Her being damaged and so flippant… I think he senses her pain. I think he feels like there’s something safe in that, because there’s chemistry, and whether he wants to admit it or not, maybe she does want more, but on the surface, it doesn’t look like she’s the kind of person who would want more. There’s some safety there… “This’ll be what it’ll be,” and there’s an understanding that nobody’s going to get hurt, especially not him, because he’s hoping that there’ll be no feelings. Obviously, you can’t control these things – we are unable to control our emotions, especially when we’re with someone, and I think that’s what happens with Luke and Jessica. There’s a chemical reaction that happens sometimes that we are powerless to stop.

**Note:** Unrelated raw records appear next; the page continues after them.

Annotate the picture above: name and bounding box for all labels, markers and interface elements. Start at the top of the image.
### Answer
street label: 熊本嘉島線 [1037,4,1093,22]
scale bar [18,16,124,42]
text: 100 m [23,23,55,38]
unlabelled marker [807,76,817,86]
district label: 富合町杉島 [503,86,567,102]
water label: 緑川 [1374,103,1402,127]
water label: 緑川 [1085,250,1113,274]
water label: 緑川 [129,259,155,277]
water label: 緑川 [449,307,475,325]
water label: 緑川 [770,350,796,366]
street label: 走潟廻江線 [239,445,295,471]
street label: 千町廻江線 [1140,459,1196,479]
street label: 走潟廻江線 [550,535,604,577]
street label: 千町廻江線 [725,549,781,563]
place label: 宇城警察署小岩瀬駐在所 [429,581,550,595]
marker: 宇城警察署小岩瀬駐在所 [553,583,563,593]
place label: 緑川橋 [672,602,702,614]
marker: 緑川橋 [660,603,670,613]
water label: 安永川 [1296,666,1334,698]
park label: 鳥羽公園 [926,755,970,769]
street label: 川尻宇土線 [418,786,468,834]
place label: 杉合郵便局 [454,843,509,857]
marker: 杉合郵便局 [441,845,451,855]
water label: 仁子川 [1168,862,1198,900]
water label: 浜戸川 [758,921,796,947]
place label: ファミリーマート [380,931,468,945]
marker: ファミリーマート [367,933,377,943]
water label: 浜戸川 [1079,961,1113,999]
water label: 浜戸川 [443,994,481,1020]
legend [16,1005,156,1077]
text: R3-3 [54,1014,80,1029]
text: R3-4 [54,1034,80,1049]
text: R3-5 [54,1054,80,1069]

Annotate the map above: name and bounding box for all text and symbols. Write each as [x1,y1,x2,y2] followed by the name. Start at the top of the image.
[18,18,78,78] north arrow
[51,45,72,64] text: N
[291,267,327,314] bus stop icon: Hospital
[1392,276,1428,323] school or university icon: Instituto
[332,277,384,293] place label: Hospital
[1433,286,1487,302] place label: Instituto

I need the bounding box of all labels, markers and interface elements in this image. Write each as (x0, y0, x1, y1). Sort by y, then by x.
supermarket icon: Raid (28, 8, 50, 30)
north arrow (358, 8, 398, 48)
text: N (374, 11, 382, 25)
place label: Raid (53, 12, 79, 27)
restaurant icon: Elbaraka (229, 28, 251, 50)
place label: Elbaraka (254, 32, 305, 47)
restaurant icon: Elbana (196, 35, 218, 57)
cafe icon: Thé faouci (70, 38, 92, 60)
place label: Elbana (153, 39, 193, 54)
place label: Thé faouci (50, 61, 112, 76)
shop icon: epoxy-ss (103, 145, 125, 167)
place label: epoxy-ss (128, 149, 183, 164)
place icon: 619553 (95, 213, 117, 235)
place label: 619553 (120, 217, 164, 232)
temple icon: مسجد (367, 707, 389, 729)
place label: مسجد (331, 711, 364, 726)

Jessica Jones is the first super-powered woman to lead her own Marvel property, Luke Cage is the first solo black superhero to headline a series since Blade – why do you think it’s taken so long to add a little diversity to the superhero genre?
Timing is everything, here we are in an age where, if this had been done five years ago, it might’ve been done on a different platform, a different network, it might not have been well-received, it might’ve been mishandled. There’s so many things that could go wrong when you’re doing this kind of material, especially in the case of “Jessica Jones” — the comic books were done so well, but you have to do a series and hone it into a storyline that can be digestable to the audience, and not just people who are die-hard comic book fans. And the Cage [comic] series went away for a while in the ’70s, it was a different story and that’s not the story we’re telling, and then his character reemerged in the Alias series, but in a sense, it was a Luke Cage of a different look, a different time — he wasn’t the focus of that series.
I think this time, because Netflix is doing original content, the timing worked perfectly, I don’t know where else you could put this, really, where it fits what they’re trying to do… I think Luke Cage being a black superhero becomes a secondary thing, and I think it’ll stay that way – who he is, it becomes a thing of circumstance, not because of something he’s trying to say. Because first of all, he doesn’t want to be a superhero, so being a black superhero doesn’t cross his mind. All this stuff happens out of necessity.